Copy the result of filtering the entries below for lines that include the string "lane".

(Collected data)
◆ ◆ ◆ ◆
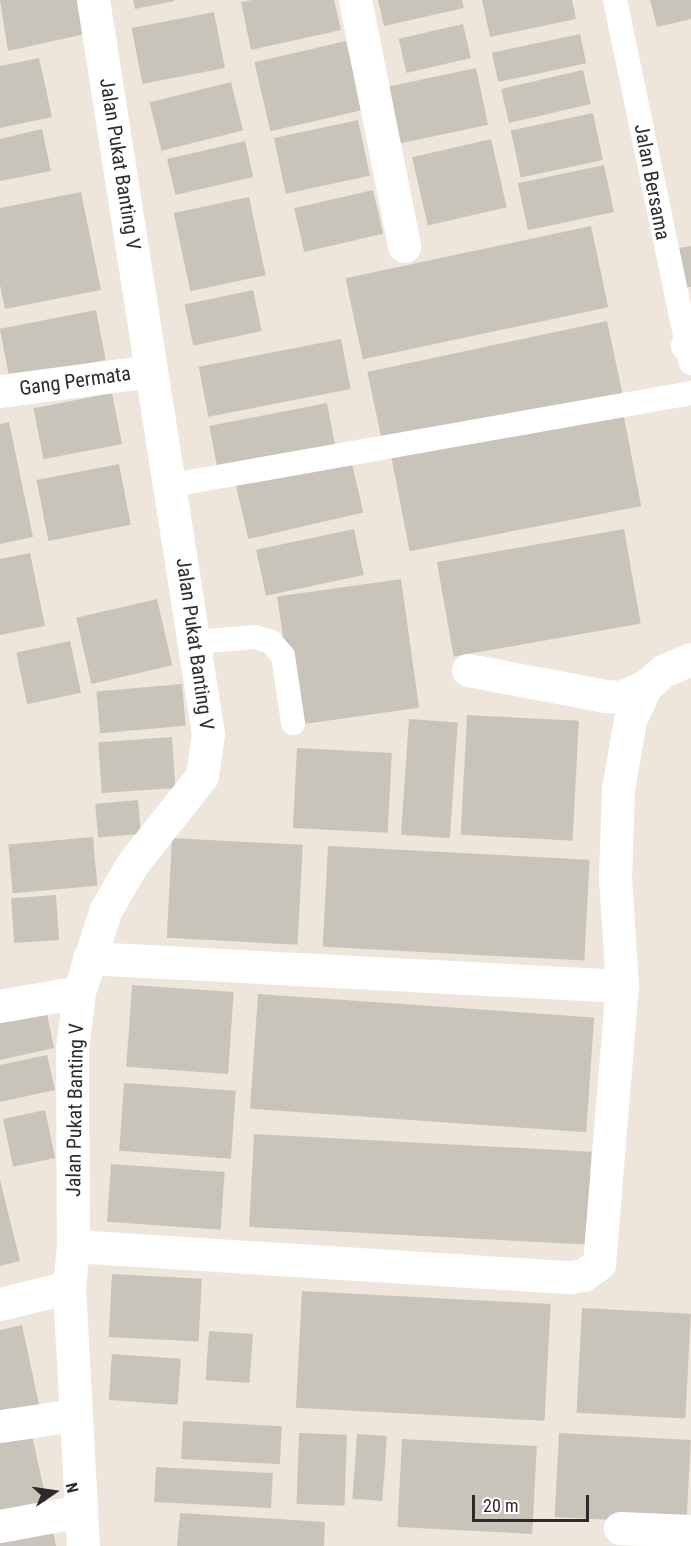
<!DOCTYPE html>
<html>
<head>
<meta charset="utf-8">
<style>
	body { margin:0 }
	#map { position:relative; width:691px; height:1546px; overflow:hidden; background:#eee6db; font-family:"Roboto Condensed",sans-serif }
	div>[style] { position:absolute }
	.building>* { inset:0; background:#c9c4ba; transform-origin:0 0 }
	.lane>* { height:24px; margin:-12px; padding:0 12px; transform-origin:12px; border-radius:12px; background:#fff }
	.street>* { height:33px; margin:-16.5px; padding:0 16.5px; transform-origin:16.5px; border-radius:16.5px; background:#fff }
	span { translate:-50% -50%; white-space:nowrap; text-align:center; line-height:1.15; -webkit-text-stroke:6px #fff; paint-order:stroke }
	.street-label { font-size:20px; color:#2b2b2b }
	.north { position:absolute; left:24px; top:1462px; width:60px; height:60px; -webkit-text-stroke:4px #fff; paint-order:stroke; rotate:77deg; font-size:16px; font-weight:700; line-height:24px; text-align:center; color:#2b2b2b }
	.north::after { content:''; display:block; margin:auto; width:21px; height:27px; background:#2b2b2b; clip-path:polygon(50% 0,100% 100%,50% 72%,0 100%) }
	.scale { position:absolute; left:472px; top:1495px; width:117px; height:27px; box-sizing:border-box; border:3px solid #2b2b2b; border-top:0; padding-left:8px; font-size:18px; line-height:21px; white-space:nowrap; color:#2b2b2b; -webkit-text-stroke:4px #fff; paint-order:stroke }
</style>
</head>
<body>
<div id="map">
	<div class="building">
		<i style="clip-path:polygon(0 0,82px 0,90px 33px,8px 51px)"></i>
		<i style="clip-path:polygon(133px 0,174px 0,174px 1px,135px 9px)"></i>
		<i style="clip-path:polygon(252px 0,334px 0,341px 30px,251px 50px,241px 2px)"></i>
		<i style="clip-path:polygon(378px 0,462px 0,464px 8px,384px 26px)"></i>
		<i style="clip-path:polygon(482px 0,572px 0,576px 19px,490px 37px)"></i>
		<i style="clip-path:polygon(650px 0,691px 0,691px 19px,657px 27px)"></i>
		<i style="left:214px;top:12px;width:57px;height:84px;rotate:79deg"></i>
		<i style="left:463px;top:24px;width:35px;height:66px;rotate:77deg"></i>
		<i style="left:580px;top:34px;width:30px;height:90px;rotate:78deg"></i>
		<i style="left:346px;top:41px;width:71px;height:94px;rotate:77deg"></i>
		<i style="clip-path:polygon(39px 58px,52px 117px,0 128px,0 66px)"></i>
		<i style="left:476px;top:68px;width:58px;height:90px;rotate:78deg"></i>
		<i style="left:583px;top:70px;width:35px;height:84px;rotate:77deg"></i>
		<i style="left:231px;top:82px;width:50px;height:84px;rotate:76deg"></i>
		<i style="left:593px;top:113px;width:48px;height:84px;rotate:78deg"></i>
		<i style="left:358px;top:120px;width:57px;height:86px;rotate:78deg"></i>
		<i style="clip-path:polygon(42px 129px,51px 171px,0 181px,0 139px)"></i>
		<i style="left:491px;top:139px;width:70px;height:81px;rotate:77deg"></i>
		<i style="left:245px;top:141px;width:37px;height:80px;rotate:77deg"></i>
		<i style="left:604px;top:165px;width:48px;height:88px;rotate:78deg"></i>
		<i style="left:373px;top:190px;width:45px;height:81px;rotate:77deg"></i>
		<i style="clip-path:polygon(81px 192px,101px 290px,5px 309px,0 285px,0 208px)"></i>
		<i style="left:249px;top:197px;width:80px;height:77px;rotate:78deg"></i>
		<i style="left:591px;top:226px;width:83px;height:251px;rotate:78deg"></i>
		<i style="clip-path:polygon(691px 246px,691px 287px,687px 287px,679px 248px)"></i>
		<i style="left:253px;top:290px;width:42px;height:70px;rotate:78deg"></i>
		<i style="left:96px;top:310px;width:51px;height:98px;rotate:79deg"></i>
		<i style="left:607px;top:321px;width:76px;height:245px;rotate:78deg"></i>
		<i style="left:341px;top:339px;width:51px;height:145px;rotate:79deg"></i>
		<i style="left:112px;top:393px;width:52px;height:80px;rotate:79deg"></i>
		<i style="left:327px;top:403px;width:46px;height:120px;rotate:79deg"></i>
		<i style="left:622px;top:407px;width:101px;height:236px;rotate:79deg"></i>
		<i style="clip-path:polygon(9px 422px,33px 537px,0 544px,0 424px)"></i>
		<i style="left:350px;top:455px;width:59px;height:118px;rotate:77deg"></i>
		<i style="left:119px;top:464px;width:62px;height:84px;rotate:79deg"></i>
		<i style="left:354px;top:529px;width:47px;height:100px;rotate:78deg"></i>
		<i style="left:624px;top:529px;width:96px;height:190px;rotate:80deg"></i>
		<i style="clip-path:polygon(30px 553px,45px 626px,0 635px,0 559px)"></i>
		<i style="left:401px;top:579px;width:130px;height:125px;rotate:82deg"></i>
		<i style="left:157px;top:599px;width:68px;height:83px;rotate:77deg"></i>
		<i style="left:70px;top:641px;width:53px;height:55px;rotate:78deg"></i>
		<i style="left:182px;top:684px;width:42px;height:86px;rotate:85deg"></i>
		<i style="left:467px;top:715px;width:112px;height:120px;rotate:3deg"></i>
		<i style="left:409px;top:719px;width:49px;height:116px;rotate:4deg"></i>
		<i style="left:172px;top:737px;width:51px;height:74px;rotate:86deg"></i>
		<i style="left:297px;top:748px;width:95px;height:80px;rotate:3deg"></i>
		<i style="left:138px;top:800px;width:34px;height:43px;rotate:85deg"></i>
		<i style="left:93px;top:837px;width:49px;height:85px;rotate:85deg"></i>
		<i style="left:172px;top:838px;width:131px;height:100px;rotate:3deg"></i>
		<i style="left:328px;top:846px;width:262px;height:101px;rotate:3deg"></i>
		<i style="left:56px;top:895px;width:45px;height:45px;rotate:86deg"></i>
		<i style="left:132px;top:985px;width:102px;height:82px;rotate:4deg"></i>
		<i style="left:258px;top:994px;width:337px;height:115px;rotate:4deg"></i>
		<i style="clip-path:polygon(45px 1004px,54px 1048px,0 1060px,0 1014px)"></i>
		<i style="clip-path:polygon(47px 1055px,55px 1090px,0 1102px,0 1065px)"></i>
		<i style="left:124px;top:1083px;width:112px;height:68px;rotate:4deg"></i>
		<i style="left:45px;top:1110px;width:49px;height:43px;rotate:78deg"></i>
		<i style="left:254px;top:1134px;width:338px;height:93px;rotate:3deg"></i>
		<i style="left:111px;top:1164px;width:114px;height:58px;rotate:4deg"></i>
		<i style="clip-path:polygon(0 1180px,20px 1261px,0 1266px)"></i>
		<i style="left:112px;top:1274px;width:90px;height:63px;rotate:3deg"></i>
		<i style="left:302px;top:1291px;width:249px;height:117px;rotate:3deg"></i>
		<i style="left:582px;top:1308px;width:109px;height:105px;rotate:3deg"></i>
		<i style="clip-path:polygon(22px 1325px,40px 1409px,0 1417px,0 1330px)"></i>
		<i style="left:209px;top:1331px;width:44px;height:49px;rotate:4deg"></i>
		<i style="left:112px;top:1354px;width:69px;height:46px;rotate:4deg"></i>
		<i style="left:183px;top:1421px;width:99px;height:38px;rotate:3deg"></i>
		<i style="clip-path:polygon(31px 1431px,48px 1508px,0 1518px,0 1437px)"></i>
		<i style="left:299px;top:1433px;width:48px;height:71px;rotate:2deg"></i>
		<i style="left:559px;top:1433px;width:132px;height:84px;rotate:3deg"></i>
		<i style="left:357px;top:1434px;width:30px;height:65px;rotate:4deg"></i>
		<i style="left:402px;top:1439px;width:135px;height:88px;rotate:3deg"></i>
		<i style="left:156px;top:1467px;width:117px;height:35px;rotate:3deg"></i>
		<i style="clip-path:polygon(180px 1513px,325px 1522px,324px 1546px,177px 1546px)"></i>
		<i style="clip-path:polygon(51px 1521px,56px 1546px,0 1546px,0 1530px)"></i>
	</div>
	<div class="lane">
		<i style="left:615px;top:0;width:371px;rotate:78.2deg"></i>
		<i style="left:172px;top:485px;width:527px;rotate:-10.05deg"></i>
		<i style="left:196px;top:642px;width:59px;rotate:-4.8deg"></i>
		<i style="left:255px;top:637px;width:17px;rotate:17deg"></i>
		<i style="left:271px;top:642px;width:18px;rotate:49deg"></i>
		<i style="left:283px;top:656px;width:68px;rotate:81.5deg"></i>
	</div>
	<div class="street">
		<i style="left:355px;top:0;width:251px;rotate:78.7deg"></i>
		<i style="left:687px;top:345px;width:4px;rotate:-14deg"></i>
		<i style="left:0;top:391px;width:151px;rotate:-7.6deg"></i>
		<i style="left:468px;top:670px;width:140px;rotate:10.7deg"></i>
		<i style="left:606px;top:696px;width:15px;rotate:4deg"></i>
		<i style="left:621px;top:697px;width:27px;rotate:-24deg"></i>
		<i style="left:89px;top:958px;width:534px;rotate:3.01deg"></i>
		<i style="left:0;top:1006px;width:80px;rotate:-10deg"></i>
		<i style="left:73px;top:1246px;width:498px;rotate:3.6deg"></i>
		<i style="left:570px;top:1277px;width:13px;rotate:-9deg"></i>
		<i style="left:583px;top:1275px;width:19px;rotate:-35deg"></i>
		<i style="left:599px;top:1264px;width:279px;rotate:-85.3deg"></i>
		<i style="left:622px;top:986px;width:108px;rotate:-93.7deg"></i>
		<i style="left:615px;top:878px;width:89px;rotate:-88.1deg"></i>
		<i style="left:618px;top:789px;width:70px;rotate:-80.1deg"></i>
		<i style="left:630px;top:720px;width:38px;rotate:-65deg"></i>
		<i style="left:646px;top:686px;width:23px;rotate:-41deg"></i>
		<i style="left:663px;top:671px;width:30px;rotate:-23deg"></i>
		<i style="left:0;top:1304px;width:71px;rotate:-13.8deg"></i>
		<i style="left:0;top:1426px;width:76px;rotate:-8.3deg"></i>
		<i style="left:0;top:1526px;width:82px;rotate:-10.5deg"></i>
		<i style="left:620px;top:1528px;width:71px;rotate:2.4deg"></i>
		<i style="left:83px;top:1546px;width:259px;rotate:-93.1deg"></i>
		<i style="left:69px;top:1287px;width:41px;rotate:-84.4deg"></i>
		<i style="left:73px;top:1246px;width:197px;rotate:-90.3deg"></i>
		<i style="left:72px;top:1049px;width:57px;rotate:-83deg"></i>
		<i style="left:79px;top:992px;width:87px;rotate:-72deg"></i>
		<i style="left:106px;top:909px;width:53px;rotate:-59.6deg"></i>
		<i style="left:133px;top:863px;width:111px;rotate:-51.6deg"></i>
		<i style="left:202px;top:776px;width:42px;rotate:-81.9deg"></i>
		<i style="left:208px;top:734px;width:743px;rotate:-98.9deg"></i>
	</div>
	<div class="street-label">
		<span style="left:120px;top:164px;rotate:81deg">Jalan Pukat Banting V</span>
		<span style="left:652px;top:182px;rotate:79deg">Jalan Bersama</span>
		<span style="left:75px;top:381px;rotate:-8deg">Gang Permata</span>
		<span style="left:195px;top:644px;rotate:82deg">Jalan Pukat Banting V</span>
		<span style="left:75px;top:1110px;rotate:-89deg">Jalan Pukat Banting V</span>
	</div>
	<div class="north">N</div>
	<div class="scale">20 m</div>
</div>
</body>
</html>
◆ ◆ ◆ ◆
## Solution for this exercise
	.lane>* { height:24px; margin:-12px; padding:0 12px; transform-origin:12px; border-radius:12px; background:#fff }
	<div class="lane">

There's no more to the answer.